Led by educators, elders, and community leaders, the conference emphasized the importance of preserving Indigenous languages as a vital part of cultural identity. Wanda Cote, a key organizer of the event, stressed the critical role of language in connecting youth with their heritage. She highlighted the declining number of fluent speakers and the need to engage youth in language learning activities both inside and outside the classroom.

“This conference is all about language, culture, and revitalization,” said Cote. “Our languages are in a dangerous state. We're getting less and less elders. We have less and less knowledge people. We're trying to revive our language and connect with the youth, so this is what this conference is all about. We're doing different land-based activities. And we’re also doing in-class language activities. We have language facilitators. So we're trying to get our kids interested in the language because a lot of them don't speak. Their parents don't speak at home. So we're trying to teach them Saulteaux specifically.”

Keynote speaker Lynn Cody, a language teacher with a bachelor's degree in Saulteaux Language Studies at the First Nations University of Canada, shared her journey of reconnecting with her Indigenous language and urged attendees to embrace their cultural heritage. She emphasized the significance of language in shaping identity and encouraged children to take pride in their linguistic heritage.

“This school is going to help us,” said Cody. “Bringing our language into the school, and bringing our history into the school is going to help our kids. It's going to help us, it's going to help the kids with knowing who they are, and where they come from, their identity, where they belong. You students do not only belong to this reserve, you belong to people, you belong to the land. This is our land and learn about the land because you’re part of this land. 
“Our belief is that when we leave this earth we go back to the land. So this is our land, and our language is tied to that land. When I was growing up, and when I learned the language as a child, I went to school at Kamsack I was made fun of so I quit speaking. I was also made fun of by my own people, but they just found it cute. I didn’t take it that way, so I quit speaking the language, not knowing they were trying to help me. I took it the wrong way and I quit speaking. 
So now I’m really trying my best.

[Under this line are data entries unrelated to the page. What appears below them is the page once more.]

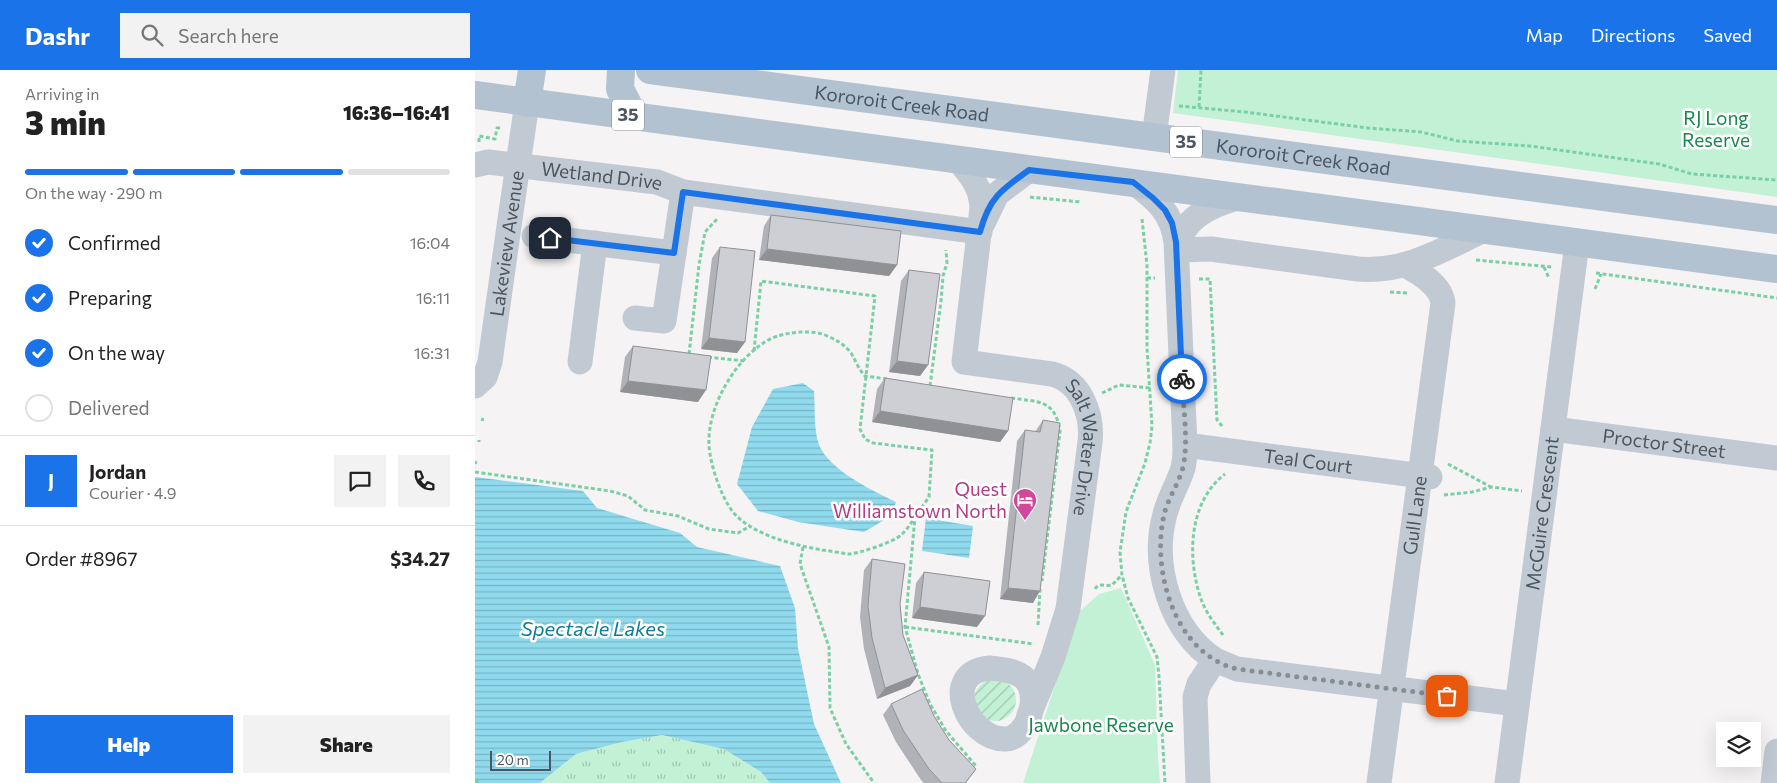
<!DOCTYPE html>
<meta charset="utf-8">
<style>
:root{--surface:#fff;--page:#f2f2f2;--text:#222;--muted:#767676;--line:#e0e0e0;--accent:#1a73e8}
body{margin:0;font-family:Commissioner,sans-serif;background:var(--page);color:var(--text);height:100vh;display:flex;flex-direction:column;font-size:19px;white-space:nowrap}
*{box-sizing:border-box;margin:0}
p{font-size:16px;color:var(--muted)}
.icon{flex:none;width:28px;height:28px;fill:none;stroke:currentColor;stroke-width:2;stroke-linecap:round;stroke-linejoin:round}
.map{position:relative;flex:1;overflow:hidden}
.sheet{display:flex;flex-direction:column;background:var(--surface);width:475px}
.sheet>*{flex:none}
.fabs{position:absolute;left:1241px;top:652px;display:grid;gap:10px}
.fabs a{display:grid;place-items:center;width:45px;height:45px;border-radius:0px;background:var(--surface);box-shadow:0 5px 20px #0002;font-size:25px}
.scale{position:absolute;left:15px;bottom:12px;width:61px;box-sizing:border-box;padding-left:5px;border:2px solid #4a5661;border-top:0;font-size:14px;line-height:18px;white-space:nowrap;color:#4a5661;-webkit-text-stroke:4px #fff;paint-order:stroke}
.pin{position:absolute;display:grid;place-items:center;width:42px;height:42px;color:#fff;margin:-21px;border-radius:10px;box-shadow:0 2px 8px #0006}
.courier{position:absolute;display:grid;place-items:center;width:50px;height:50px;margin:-25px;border:4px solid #1a73e8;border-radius:50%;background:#fff;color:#222;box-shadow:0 1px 6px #0007}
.summary em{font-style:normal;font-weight:800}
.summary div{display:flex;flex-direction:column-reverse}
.summary{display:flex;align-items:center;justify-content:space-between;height:85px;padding:0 25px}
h1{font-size:32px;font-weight:800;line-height:38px}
.bar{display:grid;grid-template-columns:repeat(4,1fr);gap:8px 5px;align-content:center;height:60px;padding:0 25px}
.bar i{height:6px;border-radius:4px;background:var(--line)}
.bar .active{background:var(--accent)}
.bar p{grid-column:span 4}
.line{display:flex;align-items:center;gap:12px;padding:0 25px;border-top:1px solid var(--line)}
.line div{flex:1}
.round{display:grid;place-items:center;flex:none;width:52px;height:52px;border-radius:0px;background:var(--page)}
ol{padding:0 25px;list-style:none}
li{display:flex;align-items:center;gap:15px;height:55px}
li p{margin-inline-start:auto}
li .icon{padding:5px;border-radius:50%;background:var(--accent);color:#fff;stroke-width:4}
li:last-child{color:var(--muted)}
li i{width:28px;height:28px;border:2px solid var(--line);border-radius:50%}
.primary-button{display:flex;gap:10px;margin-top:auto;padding:10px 25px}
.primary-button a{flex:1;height:58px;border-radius:0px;background:var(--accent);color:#fff;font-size:20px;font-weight:800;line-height:58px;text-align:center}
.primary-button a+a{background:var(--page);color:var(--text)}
header{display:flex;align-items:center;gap:30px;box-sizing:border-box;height:70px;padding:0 25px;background:var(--accent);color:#fff}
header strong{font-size:24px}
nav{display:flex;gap:28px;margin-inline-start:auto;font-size:18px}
.search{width:350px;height:45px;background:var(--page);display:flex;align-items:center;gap:12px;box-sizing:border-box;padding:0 18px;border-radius:0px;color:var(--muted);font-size:19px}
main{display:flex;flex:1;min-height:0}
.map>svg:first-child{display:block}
.grass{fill:url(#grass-tufts)}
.park{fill:#c3f1d5}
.garden{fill:url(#garden-furrows)}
.water{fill:url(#water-rules)}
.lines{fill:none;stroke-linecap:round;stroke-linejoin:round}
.path{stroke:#7ad0a6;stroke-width:3;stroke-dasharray:4 2.5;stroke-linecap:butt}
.minor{stroke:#c1cad2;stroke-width:25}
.major{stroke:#b3c2d1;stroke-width:28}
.wall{fill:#b0b2b7}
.shaded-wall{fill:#909195}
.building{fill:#cdcfd5;stroke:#909195}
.done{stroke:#868d94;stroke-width:5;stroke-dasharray:0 9}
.route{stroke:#1a73e8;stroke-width:6}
.labels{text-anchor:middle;stroke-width:5;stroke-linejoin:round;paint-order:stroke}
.shield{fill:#fff;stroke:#808990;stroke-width:1}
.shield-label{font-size:18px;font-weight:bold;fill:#4a5661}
.street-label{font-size:19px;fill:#4a5661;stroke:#fff}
.park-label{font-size:19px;fill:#17864f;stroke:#fff}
.hotel-label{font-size:19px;fill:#b23c85;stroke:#fff;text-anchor:end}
.water-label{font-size:20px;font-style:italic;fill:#0c7c9b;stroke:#fff}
</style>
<header>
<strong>Dashr</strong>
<div class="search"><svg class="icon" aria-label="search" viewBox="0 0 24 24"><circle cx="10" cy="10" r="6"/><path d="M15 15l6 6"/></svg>Search here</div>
<nav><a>Map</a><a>Directions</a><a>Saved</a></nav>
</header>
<main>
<section class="sheet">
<div class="summary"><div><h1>3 min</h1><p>Arriving in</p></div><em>16:36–16:41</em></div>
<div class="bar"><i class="active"></i><i class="active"></i><i class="active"></i><i></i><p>On the way · 290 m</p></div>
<ol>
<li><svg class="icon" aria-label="check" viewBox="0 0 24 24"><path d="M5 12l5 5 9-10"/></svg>Confirmed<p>16:04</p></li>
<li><svg class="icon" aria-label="check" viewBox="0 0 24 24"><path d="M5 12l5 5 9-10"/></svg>Preparing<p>16:11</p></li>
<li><svg class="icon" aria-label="check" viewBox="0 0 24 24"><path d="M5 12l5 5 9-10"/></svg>On the way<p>16:31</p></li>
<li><i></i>Delivered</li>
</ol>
<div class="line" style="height:90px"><b class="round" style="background:var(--accent);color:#fff">J</b><div><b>Jordan</b><p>Courier · 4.9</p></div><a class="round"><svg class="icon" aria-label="chat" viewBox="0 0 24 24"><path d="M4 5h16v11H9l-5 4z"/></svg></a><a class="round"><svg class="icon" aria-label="phone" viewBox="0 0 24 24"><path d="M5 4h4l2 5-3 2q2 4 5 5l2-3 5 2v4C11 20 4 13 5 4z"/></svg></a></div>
<div class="line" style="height:65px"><div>Order #8967</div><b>$34.27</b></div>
<div class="primary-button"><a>Help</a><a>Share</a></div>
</section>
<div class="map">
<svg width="1302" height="713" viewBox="0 0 1302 713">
<defs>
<pattern id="grass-tufts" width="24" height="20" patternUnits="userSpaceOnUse" patternTransform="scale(1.25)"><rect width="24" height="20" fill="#c3f1d5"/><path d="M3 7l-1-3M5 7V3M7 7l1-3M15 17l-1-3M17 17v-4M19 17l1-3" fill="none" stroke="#a0c6b0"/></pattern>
<pattern id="garden-furrows" width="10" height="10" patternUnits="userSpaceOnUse" patternTransform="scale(1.25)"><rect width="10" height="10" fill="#c3f1d5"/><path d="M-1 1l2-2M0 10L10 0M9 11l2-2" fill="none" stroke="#a0c6b0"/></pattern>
<pattern id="water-rules" width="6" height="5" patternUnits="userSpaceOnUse" patternTransform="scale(1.25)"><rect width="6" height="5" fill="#90daee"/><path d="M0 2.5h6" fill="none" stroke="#78b4c4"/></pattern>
</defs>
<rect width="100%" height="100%" fill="#f5f3f3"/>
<path class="grass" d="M187,665L249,679L286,702L295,713H65L101,684L147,672Z"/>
<g class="park">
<path d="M703,0H1302V127L698,43Z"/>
<path d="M646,518L680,595L683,690L685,713H548L604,542L624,524Z"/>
</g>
<circle class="garden" cx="520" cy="630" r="21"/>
<g class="water">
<path d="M328,313L339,321C340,336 339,353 342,368C347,397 396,420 421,432L416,446L389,462L323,452L283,441L262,414L277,357L298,319Z"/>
<path d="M0,407L108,421L122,438L205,463L222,477L305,496L320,538L323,578L339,654L366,713H295L286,702L249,679L187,665L147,672L101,684L65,713H0Z"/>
<path d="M451,448L498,456L494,488L447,481Z"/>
</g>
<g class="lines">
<g class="path">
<path d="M704,36L770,42L893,58L946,62L983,71L1055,76L1184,94L1217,104L1302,110"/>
<path d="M724,37L726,0"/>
<path d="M4,72V66L20,69L22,58H27"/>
<path d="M555,127L606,132"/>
<path d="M667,149L672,195V278L677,356L675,373L670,393L651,442L645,482L647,505L653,528L682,587L684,607L690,713"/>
<path d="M1001,190L1077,197"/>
<path d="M1069,197L1074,208"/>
<path d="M1121,203L1302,228"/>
<path d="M672,208H680"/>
<path d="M724,209H735L742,350L748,357"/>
<path d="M1120,219L1126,204"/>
<path d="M915,222L932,223"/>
<path d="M279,281L286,211L400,226L385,359L390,369L398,373L457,380L454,427L440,447L430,557L443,604L455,634L471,661L501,696"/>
<path d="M214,284L224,195L230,162L243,148"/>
<path d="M233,287L269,291"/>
<path d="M412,309L390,306C384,300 381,291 376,283C370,275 362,270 352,266C345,262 335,262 326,262C316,263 307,264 297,268C262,285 232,336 234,375C235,394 246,427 258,442C277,465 319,475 347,480C356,481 365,483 373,484C383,484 419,472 426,465C432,460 436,453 440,447"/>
<path d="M455,316L466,231L468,206L472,193L471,180"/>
<path d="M627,323L644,315L675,318"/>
<path d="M536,328C563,332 580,329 585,361L567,511"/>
<path d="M7,351L8,348"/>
<path d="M4,372V370"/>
<path d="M0,394L1,391"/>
<path d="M973,394L1016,417"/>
<path d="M0,402L135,421L153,426L170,440L203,446L234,459L263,463L275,456"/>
<path d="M969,425L997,422L1016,417L1047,421"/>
<path d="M328,477L325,494L354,577L355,638L371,674L399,713"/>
<path d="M620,519C624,512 630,517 637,515L647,505"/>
<path d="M563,555L565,519"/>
<path d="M430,557L559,574"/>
<path d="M748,565C740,554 731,543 726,529C712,489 713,432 750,404"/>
<path d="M0,711L5,713"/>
</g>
<g class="minor">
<path d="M679,67L688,0"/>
<path id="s1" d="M482,89C496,105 506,117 507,138L489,292L577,304C606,311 618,345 615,372L593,539L578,587L554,645"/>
<path id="s2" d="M0,95L13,92L182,112L208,122L505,162"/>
<path d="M658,112C681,129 697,142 701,172L710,375C710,383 710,390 708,398C703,414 694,428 690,444C676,495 695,560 740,590L724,614L720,627L723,713"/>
<path d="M508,153L522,124L554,100"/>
<path d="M59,166L199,183"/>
<path d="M702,180L736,179L883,199C930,203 967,180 1007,161"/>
<path d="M702,180C707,147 738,134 766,127"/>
<path d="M160,248L189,251L208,122"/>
<path d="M105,292L120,173"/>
<path id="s3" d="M0,316L10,307L15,292C27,206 39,119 52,33"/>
<path id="s4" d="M1078,359L1302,388"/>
<path id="s5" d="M710,375L955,407"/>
<path d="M740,590L762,599L1042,634"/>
<path d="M515,598C526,599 539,600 548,607C568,623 553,668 531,669C493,671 463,602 515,598Z"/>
<path id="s6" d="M904,713L968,233C966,215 945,203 930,195"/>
<path id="s7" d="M1032,713L1102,173"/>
<path d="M1298,713L1302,681"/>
</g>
<g class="major">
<path d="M146,0L145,19L159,46"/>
<path id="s8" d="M175,0L1302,150"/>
<path d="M0,25L1302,199"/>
<path d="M52,33L57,0"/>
</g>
</g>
<g class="wall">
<path d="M296,145L422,195L414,206L284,190L289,156Z"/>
<path d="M245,177L270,272L262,283L226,279L237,188Z"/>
<path d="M434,200L453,295L445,306L414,302L426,211Z"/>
<path d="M158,276L223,332L145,322L150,287Z"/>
<path d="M410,308L533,361L525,372L397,352L402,319Z"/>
<path d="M568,350L558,533L525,529L542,371L550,360L560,362Z"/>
<path d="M397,489L425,534L428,565L443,605L435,616L402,629L389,579L385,547L389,500Z"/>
<path d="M449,502L502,557L437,548L441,513Z"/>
<path d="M416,634L459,646L474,670L501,699L491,713H449L446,710L421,672L408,645Z"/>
</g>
<g class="shaded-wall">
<path d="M292,179L422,195L414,206L284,190Z"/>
<path d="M234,268L270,272L262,283L226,279Z"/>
<path d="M422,291L453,295L445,306L414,302Z"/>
<path d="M153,311L231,320L223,332L145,322Z"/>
<path d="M405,341L533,361L525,372L397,352Z"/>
<path d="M533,518L565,521L558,533L525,529Z"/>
<path d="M445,537L510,546L502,557L437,548Z"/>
<path d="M443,605L435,616L402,629L410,618Z"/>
</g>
<g class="building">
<path d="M296,145L426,161L422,195L292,179Z"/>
<path d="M245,177L280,181L270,272L234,268Z"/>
<path d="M434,200L465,204L453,295L422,291Z"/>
<path d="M158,276L236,286L231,320L153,311Z"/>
<path d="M410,308L538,328L533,361L405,341Z"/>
<path d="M568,350L585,353L565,521L533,518L550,360L565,362Z"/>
<path d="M397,489L430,494L425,534L428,565L443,605L410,618L397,568L393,536Z"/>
<path d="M449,502L515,511L510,546L445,537Z"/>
<path d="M447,619L459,646L474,670L501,699L490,713H467L454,699L428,660L416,634Z"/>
</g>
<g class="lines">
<path class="done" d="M707,309C708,336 713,365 709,392C706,411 693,427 689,445C676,501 700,584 762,599L972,626"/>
<path class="route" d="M75,168L199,183L208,122L505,162C514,128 526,120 554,100L658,112L678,128L690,140L697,153L701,172L707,309"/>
</g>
<defs>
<g id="hotel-pin" transform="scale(1.25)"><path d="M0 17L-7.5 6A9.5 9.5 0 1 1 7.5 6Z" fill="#d1479c" stroke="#fff"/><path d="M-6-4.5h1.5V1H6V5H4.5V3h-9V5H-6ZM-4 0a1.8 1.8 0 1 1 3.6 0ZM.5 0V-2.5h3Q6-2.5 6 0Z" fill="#fff"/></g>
</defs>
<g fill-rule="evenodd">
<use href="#hotel-pin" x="550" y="430"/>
</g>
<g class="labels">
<g class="shield">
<rect x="137" y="29.5" width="32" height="31" rx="4"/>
<rect x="695" y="56.5" width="32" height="31" rx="4"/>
</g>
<g class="shield-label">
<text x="153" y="51">35</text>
<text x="711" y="78">35</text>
</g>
<g class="street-label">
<text dy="7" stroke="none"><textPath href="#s8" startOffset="254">Kororoit Creek Road</textPath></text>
<text dy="7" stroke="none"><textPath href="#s8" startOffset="659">Kororoit Creek Road</textPath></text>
<text dy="7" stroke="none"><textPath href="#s2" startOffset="128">Wetland Drive</textPath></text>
<text dy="7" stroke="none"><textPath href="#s3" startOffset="149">Lakeview Avenue</textPath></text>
<text dy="7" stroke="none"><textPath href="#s4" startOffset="112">Proctor Street</textPath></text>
<text dy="7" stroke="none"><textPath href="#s1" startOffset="389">Salt Water Drive</textPath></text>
<text dy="7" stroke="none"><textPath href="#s5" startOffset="124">Teal Court</textPath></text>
<text dy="7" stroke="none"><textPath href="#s7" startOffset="272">McGuire Crescent</textPath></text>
<text dy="7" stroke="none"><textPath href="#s6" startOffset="270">Gull Lane</textPath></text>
</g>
<g class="park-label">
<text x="1241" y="55">RJ Long<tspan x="1241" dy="22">Reserve</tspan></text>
<text x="626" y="662">Jawbone Reserve</text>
</g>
<g class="hotel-label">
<text x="532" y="426">Quest<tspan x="532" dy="22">Williamstown North</tspan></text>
</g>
<g class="water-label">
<text x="118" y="566">Spectacle Lakes</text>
</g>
</g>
</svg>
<div class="fabs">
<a><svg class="icon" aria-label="layers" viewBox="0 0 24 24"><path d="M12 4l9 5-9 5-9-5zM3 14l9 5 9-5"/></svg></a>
</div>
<div class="scale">20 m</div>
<div class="pin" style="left:972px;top:626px;background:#ea580c"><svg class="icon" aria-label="bag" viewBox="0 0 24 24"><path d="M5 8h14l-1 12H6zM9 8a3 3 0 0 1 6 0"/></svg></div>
<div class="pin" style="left:75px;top:168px;background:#1f2937"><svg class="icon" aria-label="home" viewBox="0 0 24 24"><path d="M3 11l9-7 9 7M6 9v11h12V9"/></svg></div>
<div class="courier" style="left:707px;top:309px"><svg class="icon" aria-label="bike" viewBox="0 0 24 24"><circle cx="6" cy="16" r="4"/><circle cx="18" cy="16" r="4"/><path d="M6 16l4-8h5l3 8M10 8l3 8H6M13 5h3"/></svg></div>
</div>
</main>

I studied the language, and I remember things. My ancestors are with me. I could hear my grandfather speak to me a lot. Especially if I do not understand a word, I hear his voice. So remember languages hardens you, all of you have a piece of language in you, your grandparents, your great-grandparents, they're all a part of you. Self-identity is very important for us knowing where we come from. You can know that your birth, you’re female or male, Métis, or Cree. That's not enough, you have to know where you come from, and that is the land and this is where we come from.” 
Throughout the conference, participants engaged in various activities aimed at promoting language learning and cultural appreciation. These included drum making, moss bag making, traditional cooking, medicine teachings, buffalo teachings, archery, Saulteaux bingo, Sleigh Rides, and total physical response (TPR) language teaching. 
The event provided a platform for elders and educators to come together and educate the students.